Бескрайние просторы, суровая зима и, конечно же, шуба… Арсенал стереотипов о России невозможно представить без одежды из меха, которая как будто служит идеальным материальным воплощением русской идентичности. Так ли это? Как складывалась мифологема о тесной связи русской материальной культуры и традиций употребления меха? Какую роль играет мех в истории русской моды и каковы перспективы его использования? Эти и другие вопросы обсуждаются на страницах предлагаемой читателю книги.

О том, что на Руси все ходят в мехах, культурная Ойкумена знала со времен первых контактов с русскими. Любовь русских к меховой одежде стала общим местом рассуждений о специфике русской моды на протяжении всей ее истории.

Для внешних наблюдателей русская мода состояла из малообъяснимых и потому волнующих противоречий: здесь «…дамы в манто из соболей огромной ценности… Бок о бок к ним толпа крестьян в долгополых овчинных тулупах… Я признаюсь, что Невский проспект – одна из самых интересных улиц, где я бродил когда-либо», – такой увидел русскую столицу специальный корреспондент газеты The Daily Telegraph, побывавший на бракосочетании одного из цесаревичей. «Санкт-Петербург, эта странная столица», – продолжал он, описывая его как город контрастов, где крайности сосуществуют, смешиваясь и соприкасаясь[1].

Мифологема русского меха стала общим местом романтизированного «сказания о России», где баснословная стоимость обсуждаемой вещи как объекта желания не препятствовала мечте, а, наоборот, подстегивала воображение, «намагниченное чужим интересом, завистью и ревностью»[2]. Именно на этой характерной особенности статусного потребления основан затейливый сюжет «Русских соболей» О. Генри, где главный герой, обитатель одного из самых неприглядных кварталов Манхэттена, обладая якобы «русскими» соболями, жаждет роста собственной социальной значимости, пользуясь тем, что его ближайшему окружению «…еще никогда не доводилось видеть подлинных русских соболей (но они, безусловно, о них слышали! – Б. Ш., Д. Л.). Весть о них облетела квартал, и все окна и двери мгновенно обросли гроздьями голов… По улицам разносились восторженные „ахи“ и „охи“, и баснословная сумма, уплаченная за соболя, передаваясь из уст в уста, неуклонно росла»[3].

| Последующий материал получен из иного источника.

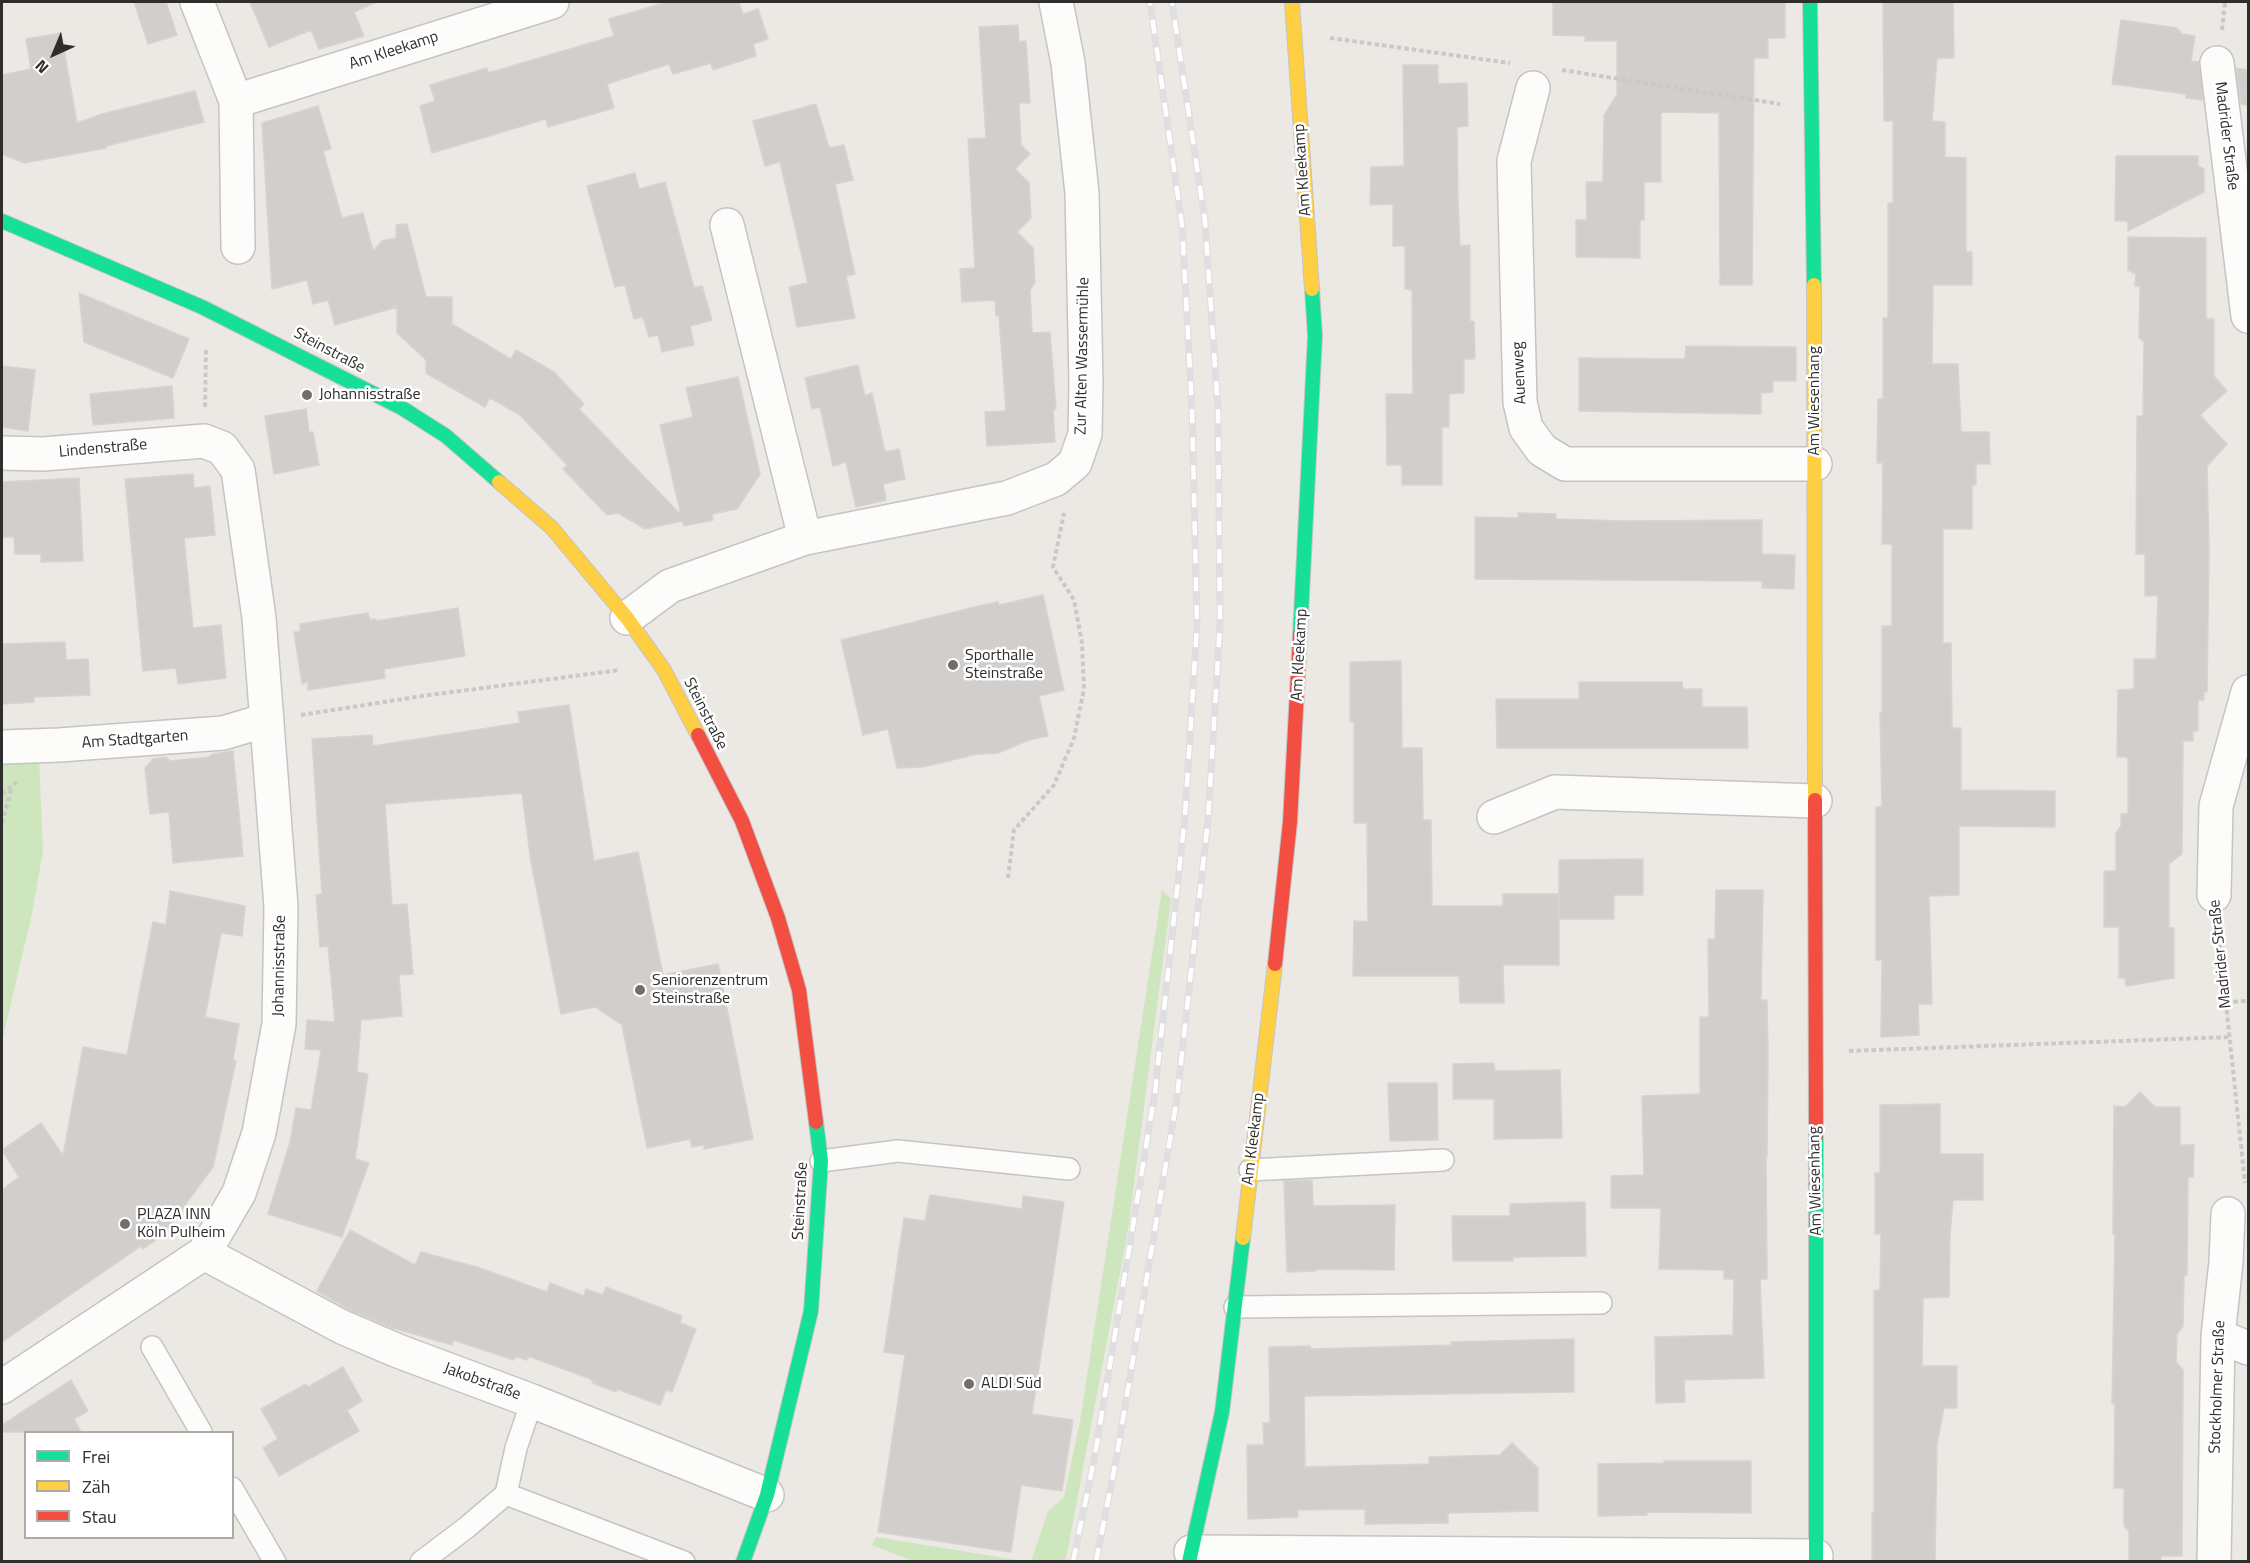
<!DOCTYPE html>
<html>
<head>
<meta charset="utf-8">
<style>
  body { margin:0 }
  #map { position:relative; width:2250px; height:1563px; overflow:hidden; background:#ece8e4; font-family:"Titillium Web",sans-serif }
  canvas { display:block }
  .frame { position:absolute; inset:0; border:3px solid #2e2e2e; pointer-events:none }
  .legend { position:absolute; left:24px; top:1431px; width:210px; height:108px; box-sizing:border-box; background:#fff; border:2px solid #ababab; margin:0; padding:8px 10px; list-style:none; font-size:18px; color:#2e2e2e }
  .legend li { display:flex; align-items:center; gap:12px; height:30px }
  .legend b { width:30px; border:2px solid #ababab }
  .north { position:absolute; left:24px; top:24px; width:60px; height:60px; -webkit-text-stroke:4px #fff; paint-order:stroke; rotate:224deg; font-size:16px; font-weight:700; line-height:24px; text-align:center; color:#2e2e2e }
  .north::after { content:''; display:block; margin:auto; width:21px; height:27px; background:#2e2e2e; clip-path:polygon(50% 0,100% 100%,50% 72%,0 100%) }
</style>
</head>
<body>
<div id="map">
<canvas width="2250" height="1563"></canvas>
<div class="frame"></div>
<ul class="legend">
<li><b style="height:8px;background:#16e098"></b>Frei</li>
<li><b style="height:8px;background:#ffcf43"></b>Zäh</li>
<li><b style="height:8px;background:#f24e42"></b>Stau</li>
</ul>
<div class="north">N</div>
</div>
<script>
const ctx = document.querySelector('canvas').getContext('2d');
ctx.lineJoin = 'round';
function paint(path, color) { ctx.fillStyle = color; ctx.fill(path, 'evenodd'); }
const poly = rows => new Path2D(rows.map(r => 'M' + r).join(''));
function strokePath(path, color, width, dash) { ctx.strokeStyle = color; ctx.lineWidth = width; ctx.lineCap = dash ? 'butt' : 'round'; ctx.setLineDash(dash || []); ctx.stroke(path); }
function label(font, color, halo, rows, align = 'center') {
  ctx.font = font + ' "Titillium Web",sans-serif'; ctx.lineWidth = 5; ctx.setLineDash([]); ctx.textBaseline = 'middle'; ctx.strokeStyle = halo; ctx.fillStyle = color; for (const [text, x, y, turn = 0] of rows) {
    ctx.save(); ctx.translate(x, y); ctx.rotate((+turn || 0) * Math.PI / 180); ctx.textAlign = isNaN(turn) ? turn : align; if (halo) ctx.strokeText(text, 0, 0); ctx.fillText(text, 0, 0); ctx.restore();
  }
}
paint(poly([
  [38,735,43,850,32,914,2,1041,2,740],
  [1162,890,1171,899,1128,1230,1068,1548,1065,1561,1031,1561,1048,1511,1064,1497,1080,1421],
  [876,1537,1023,1561,913,1561,872,1545]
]), '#cee6be');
const building = poly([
  [134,2,166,2,177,35,148,44,134,2],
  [250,2,377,2,354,12,364,36,319,49,311,30,269,47,250,2],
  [667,2,739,2,743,14,758,9,768,39,753,44,756,56,713,70,711,63,673,74,669,64,607,84,614,108,548,127,546,119,432,153,420,106,435,101,430,85,487,68,488,73,614,36,609,19,667,2],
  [1553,2,1785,2,1785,38,1768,38,1768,58,1754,58,1752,285,1720,285,1719,113,1661,112,1661,182,1644,182,1644,220,1640,220,1640,258,1576,257,1576,220,1587,220,1586,182,1603,182,1604,116,1617,94,1617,41,1585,41,1585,36,1553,35,1553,2],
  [1883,2,1953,2,1954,58,1937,58,1932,121,1945,122,1945,157,1966,158,1966,252,1972,252,1972,285,1933,285,1932,364,1958,364,1961,432,1989,432,1990,464,1976,464,1976,485,1972,485,1972,529,1943,529,1943,643,1951,643,1952,728,1961,728,1961,790,2055,791,2055,827,1959,826,1959,895,1929,896,1932,1004,1918,1004,1919,1035,1881,1037,1882,960,1876,960,1876,807,1882,807,1880,712,1882,712,1882,626,1892,626,1892,544,1882,544,1883,463,1877,463,1878,399,1883,399,1883,318,1888,318,1888,203,1893,203,1893,121,1884,121,1883,2],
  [2121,20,2177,28,2182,34,2195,36,2191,61,2199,62,2203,100,2186,98,2186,94,2112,84,2121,20],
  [1018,25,1019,42,1026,41,1030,103,1019,103,1021,145,1030,154,1015,169,1029,183,1031,218,1017,232,1033,248,1035,282,1030,290,1032,333,1050,332,1056,409,1053,410,1055,442,987,446,985,412,1006,411,999,316,996,316,995,300,962,302,960,269,975,268,968,139,986,138,979,27,1018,25],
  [61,33,77,123,102,114,195,91,204,122,106,146,106,148,24,163,2,154,2,75,31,69,26,39,61,33],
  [1403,65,1438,65,1438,84,1467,83,1468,126,1457,127,1458,202,1460,246,1470,245,1470,321,1474,322,1475,359,1464,359,1464,393,1449,394,1449,427,1442,427,1442,485,1402,485,1402,465,1387,465,1386,394,1413,394,1412,290,1405,289,1405,246,1393,246,1393,204,1370,205,1371,167,1404,166,1403,65],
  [2236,68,2248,70,2247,105,2241,104,2236,68],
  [816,104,829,148,844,145,853,180,835,184,855,274,846,276,855,318,797,327,789,287,808,283,780,162,765,166,753,121,816,104],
  [318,106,331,149,323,151,342,218,363,213,373,251,382,241,396,238,396,225,407,224,426,297,452,297,452,324,511,359,516,350,554,372,584,404,579,409,681,515,660,425,693,417,686,388,738,377,760,474,737,509,712,514,713,520,684,526,682,521,645,529,618,513,607,515,563,469,567,465,520,415,490,398,485,407,426,373,426,360,397,333,397,307,335,325,328,300,313,304,307,280,272,289,262,123,318,106],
  [2116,156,2198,156,2198,166,2204,169,2204,192,2128,231,2128,221,2115,221,2116,156],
  [635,173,639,189,665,182,694,288,702,286,712,320,690,326,694,345,662,352,658,335,649,337,643,317,634,319,625,285,615,287,587,186,635,173],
  [2128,237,2206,238,2206,319,2214,319,2214,376,2227,391,2200,415,2227,444,2207,466,2209,551,2207,692,2204,692,2204,700,2198,700,2198,731,2193,731,2193,741,2183,741,2182,854,2169,864,2169,928,2174,928,2174,978,2126,986,2125,978,2119,978,2119,927,2104,927,2104,871,2116,871,2116,833,2121,826,2121,814,2128,814,2128,757,2117,757,2118,690,2134,689,2134,659,2156,659,2158,595,2145,596,2145,554,2136,554,2137,416,2143,416,2144,342,2139,338,2140,286,2135,286,2136,274,2128,270,2128,237],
  [79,293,189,339,173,378,84,342,79,293],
  [1686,346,1796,347,1796,381,1773,381,1773,392,1761,393,1761,414,1579,411,1579,358,1685,359,1686,346],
  [858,365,865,396,872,393,885,452,899,449,905,479,883,484,886,500,856,507,846,462,833,466,820,407,812,409,805,378,858,365],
  [2,366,35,370,28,431,2,427,2,366],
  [172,386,174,418,93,425,90,394,172,386],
  [306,409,309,432,313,432,319,465,274,474,265,416,306,409],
  [193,474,194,488,210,486,215,535,184,538,193,628,221,625,226,678,178,684,176,668,143,671,125,479,193,474],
  [79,478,83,561,41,562,41,554,15,554,14,537,2,537,2,482,79,478],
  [1518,513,1556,514,1556,519,1626,521,1762,520,1762,554,1795,555,1794,589,1762,588,1762,581,1475,579,1475,517,1518,518,1518,513],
  [1043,595,1064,690,1039,696,1048,736,1029,740,998,753,977,754,923,767,897,768,888,729,863,735,841,640,979,606,998,602,999,605,1043,595],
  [458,608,465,656,384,669,385,678,308,690,308,682,302,684,294,632,300,632,300,624,368,613,370,620,376,619,376,621,458,608],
  [65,642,66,660,88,659,90,695,34,697,34,702,2,704,2,644,65,642],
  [1401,661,1402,748,1422,748,1423,820,1431,820,1432,906,1503,906,1503,894,1559,894,1559,965,1503,965,1504,1003,1460,1003,1459,976,1353,976,1354,921,1368,922,1367,823,1354,823,1354,722,1350,722,1350,662,1401,661],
  [1579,682,1682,682,1683,689,1702,689,1702,707,1747,707,1748,748,1497,748,1496,699,1579,699,1579,682],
  [569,705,594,861,638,852,663,975,718,964,753,1139,704,1149,704,1145,692,1147,690,1139,647,1148,622,1025,595,1007,561,1014,531,862,522,793,385,804,392,905,407,904,413,974,399,975,402,1016,361,1020,357,1072,368,1074,355,1159,369,1163,342,1237,268,1214,290,1142,296,1108,311,1110,321,1050,305,1049,307,1020,335,1022,328,946,320,947,316,895,322,894,312,739,372,735,373,746,520,723,518,712,569,705],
  [233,751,243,856,173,863,169,812,150,814,145,768,153,759,166,757,170,761,209,757,213,754,233,751],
  [1643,859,1643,895,1614,895,1614,919,1559,919,1559,860,1643,859],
  [1716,890,1763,890,1761,1000,1767,1000,1768,1054,1767,1157,1766,1155,1767,1279,1760,1279,1764,1378,1684,1380,1685,1402,1656,1403,1655,1337,1733,1335,1734,1279,1724,1279,1724,1270,1659,1269,1661,1208,1611,1208,1611,1176,1644,1175,1642,1096,1700,1094,1700,1017,1709,1017,1708,939,1715,939,1716,890],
  [170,891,245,906,242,936,221,933,205,1017,239,1024,233,1060,236,1061,213,1167,163,1235,143,1249,141,1246,2,1342,2,1190,19,1177,2,1150,41,1123,63,1156,83,1047,127,1055,153,922,166,925,170,891],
  [1494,1063,1495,1071,1560,1070,1562,1138,1494,1139,1494,1099,1453,1099,1453,1064,1494,1063],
  [1388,1083,1437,1083,1438,1140,1390,1141,1388,1083],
  [2140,1092,2155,1107,2180,1107,2180,1145,2194,1145,2193,1177,2188,1177,2187,1275,2184,1275,2183,1326,2177,1334,2176,1362,2183,1370,2182,1556,2161,1556,2161,1562,2129,1562,2129,1531,2124,1526,2124,1488,2114,1488,2115,1404,2112,1404,2115,1234,2113,1234,2114,1106,2125,1107,2140,1092],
  [1940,1104,1940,1154,1983,1154,1983,1200,1953,1200,1950,1236,1949,1297,1923,1298,1922,1366,1957,1366,1957,1408,1944,1408,1937,1444,1935,1562,1872,1562,1872,1512,1874,1512,1874,1291,1880,1290,1881,1234,1875,1234,1875,1173,1880,1173,1880,1105,1940,1104],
  [1312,1180,1313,1206,1395,1205,1394,1270,1316,1269,1316,1271,1287,1272,1284,1181,1312,1180],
  [930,1195,1022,1209,1023,1196,1064,1202,1032,1414,1073,1420,1062,1491,1021,1485,1011,1552,878,1532,905,1355,884,1352,904,1218,925,1221,930,1195],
  [1585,1202,1586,1256,1513,1257,1513,1261,1453,1261,1452,1216,1510,1216,1510,1204,1585,1202],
  [350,1230,415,1265,421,1252,480,1268,547,1292,550,1283,584,1296,586,1289,603,1295,606,1287,682,1316,680,1323,696,1329,672,1392,666,1390,660,1405,617,1389,616,1392,593,1383,591,1379,528,1356,527,1360,515,1356,514,1360,453,1340,452,1345,393,1328,350,1310,317,1291,350,1230],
  [1574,1339,1574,1392,1304,1396,1305,1467,1429,1464,1429,1457,1500,1455,1512,1443,1538,1468,1538,1511,1448,1513,1448,1523,1365,1524,1365,1509,1297,1510,1298,1517,1248,1519,1247,1445,1264,1445,1263,1423,1270,1423,1269,1347,1310,1346,1311,1349,1451,1345,1451,1342,1574,1339],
  [343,1367,362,1401,347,1410,359,1431,279,1476,263,1448,278,1439,261,1409,306,1384,308,1387,343,1367],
  [71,1380,88,1411,74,1419,81,1432,2,1432,2,1425,71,1380],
  [1664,1461,1751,1461,1751,1513,1647,1512,1647,1515,1598,1516,1598,1464,1664,1463,1664,1461]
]);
paint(building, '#d1cecb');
strokePath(building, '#d7d4d0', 1.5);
const lane = poly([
  [821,1161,898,1151,1069,1169],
  [1250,1170,1443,1160],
  [1235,1307,1601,1303],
  [152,1347,201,1432],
  [232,1488,275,1562],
  [506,1494,516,1448,532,1401],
  [421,1562,466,1528,506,1494,684,1562]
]);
const street = poly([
  [197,2,236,101,238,247],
  [2217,63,2248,316],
  [1533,88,1514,161,1520,402,1526,428,1542,450,1565,464,1815,464],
  [236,101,552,2],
  [727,225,805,538],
  [2,453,43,454,204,441,222,448,238,470,259,618,281,907,279,1024,259,1133,239,1193,204,1253,2,1387],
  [627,618,670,586,805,538,1007,498,1056,479,1075,463,1085,434,1086,383,1082,193,1068,63,1056,2],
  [2,747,59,745,223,733,267,720],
  [1494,817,1555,792,1815,801],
  [2214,895,2216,806,2248,692],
  [204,1253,342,1327,398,1351,532,1401,767,1495],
  [2218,1336,2248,1348],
  [1191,1552,1816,1556],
  [2214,1562,2218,1336,2226,1262,2228,1214]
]);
const fast = poly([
  [1810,2,1814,285],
  [2,221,202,307,402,408,446,436,499,482],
  [1300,635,1315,336,1312,289],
  [1816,1136,1816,1562],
  [743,1562,767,1495,811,1311,821,1161,816,1122],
  [1189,1562,1222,1412,1243,1238]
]);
const slow = poly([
  [1292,2,1312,289],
  [1814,285,1815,800],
  [499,482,552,528,627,618,664,670,698,735],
  [1243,1238,1275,964]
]);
const jam = poly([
  [698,735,742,821,778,918,799,990,816,1122],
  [1815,800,1816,1136],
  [1275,964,1290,822,1300,635]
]);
strokePath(lane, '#c5c4c5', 24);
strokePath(street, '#c5c4c5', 36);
strokePath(fast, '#c5c4c5', 16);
strokePath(slow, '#c5c4c5', 16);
strokePath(jam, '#c5c4c5', 16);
strokePath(poly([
  [2222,30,2225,2],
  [1330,38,1510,63],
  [1562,70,1780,104],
  [205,407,206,349],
  [301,715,422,696,620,670],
  [2,794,17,782],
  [2,823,12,787],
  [1008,878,1014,830,1054,785,1074,738,1084,689,1082,643,1074,600,1053,567,1064,513],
  [2218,928,2245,1183],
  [2226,1002,2248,1001],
  [1849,1051,2229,1037]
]), '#c9c9c8', 4, [4.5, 3]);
strokePath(lane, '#fcfcfb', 21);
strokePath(street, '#fcfcfb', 33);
strokePath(fast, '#16e098', 14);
strokePath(slow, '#ffcf43', 14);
strokePath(jam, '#f24e42', 14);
const rail = poly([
  [1073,1562,1095,1455,1155,1092,1185,816,1197,625,1192,408,1182,225,1150,2],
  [1096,1562,1116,1460,1177,1098,1208,820,1220,625,1218,409,1205,221,1172,2]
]);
strokePath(rail, '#dfdfe1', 7);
strokePath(rail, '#fff', 4.5, [14]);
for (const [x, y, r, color] of [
  [307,395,6,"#706f6e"],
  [953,665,6,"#706f6e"],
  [640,990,6,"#706f6e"],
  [125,1224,6,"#706f6e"],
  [969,1384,6,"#706f6e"]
]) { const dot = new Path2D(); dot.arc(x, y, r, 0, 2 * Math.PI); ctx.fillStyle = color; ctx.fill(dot); strokePath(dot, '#fff', 2); }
label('16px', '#2e2e2e', '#fff', [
  ["Am Kleekamp",394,51,-18],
  ["Madrider Straße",2226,136,83],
  ["Am Kleekamp",1303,170,-94],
  ["Steinstraße",329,351,28],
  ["Zur Alten Wassermühle",1083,356,-89],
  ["Auenweg",1520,373,-93],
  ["Am Wiesenhang",1815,401,-90],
  ["Lindenstraße",103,449,-5],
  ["Am Kleekamp",1300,655,-87],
  ["Steinstraße",705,714,63],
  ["Am Stadtgarten",135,740,-4],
  ["Madrider Straße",2221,954,-96],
  ["Johannisstraße",280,966,-89],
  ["Am Kleekamp",1254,1139,-83],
  ["Am Wiesenhang",1816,1181,-91],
  ["Steinstraße",801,1201,-87],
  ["Jakobstraße",482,1382,20],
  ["Stockholmer Straße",2218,1387,-88]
]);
label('16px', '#2e2e2e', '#fff', [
  ["Johannisstraße",319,395],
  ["Sporthalle",965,656],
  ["Steinstraße",965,674],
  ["Seniorenzentrum",652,981],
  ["Steinstraße",652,999],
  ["PLAZA INN",137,1215],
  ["Köln Pulheim",137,1233],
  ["ALDI Süd",981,1384]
], 'left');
</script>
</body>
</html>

Хорошо известно, что любое одеяние человека является своеобразной витриной – системой знаков, средством коммуникации. Сугубо функционального прочтения этого языка, конечно же, недостаточно для его понимания.

«Меховой язык» особенно интересен для исследователя, поскольку мех представляет собой часть костюма – одной из древнейших символических систем, выраженных в материальной культуре[4]. Одежда из меха (меховой шкуры) – самая древняя и самая традиционная из единственно возможной (конечно же, в досинтетическую эру) для изготовления одежды триады «мех/кожа – войлок – текстиль»[5].

Обрабатывать меховую шкуру человек научился намного раньше, чем прясть и ткать. Можно предполагать, что сознательное использование меховой шкуры было известно уже в раннеашельской культуре (ранний палеолит). Более достоверные сведения относятся к времени позднего мустье (средний палеолит) и верхнему палеолиту, когда живший в условиях ледникового климата Homo neanderthalensis утеплял (завесами – ветровыми заслонами) и украшал себя, свое жилище и своих богов[6] (ритуально-магическое «оживление» образа) меховыми шкурами[7]. Именно ритуал оказался чревом, из которого вышло неисчислимое множество форм и феноменов культуры («культура родилась из культа; истоки ее сакральны»[8]).

Главнейшим видом охоты в это время был промысел крупных млекопитающих (мамонта, шерстистого носорога, пещерного медведя, бизона, зубра, дикой лошади, кулана, северного оленя и других[9]) с достаточно толстой, трудной для выделки кожевой тканью и густым косматым мехом. Такие шкуры использовались в несшитом виде: их просто оборачивали вокруг тела или набрасывали на плечи, на голову. Вероятно, уже тогда пушной промысел (в узкопрофессиональном смысле пушниной называют шкуры диких зверей, добытых охотничьим промыслом или специальным разведением; мехом – шкуры сельскохозяйственных и домашних животных. В более широком, обывательском смысле – и в этой книге тоже – понятие «мех» чаще всего не несет этого смысла, сближаясь с понятием «пушнина») начал отделяться от промысла пищи: очевидно, что на леопарда, пещерного льва, барса, волка, лисицу, росомаху, песца охотились не для получения мяса[10].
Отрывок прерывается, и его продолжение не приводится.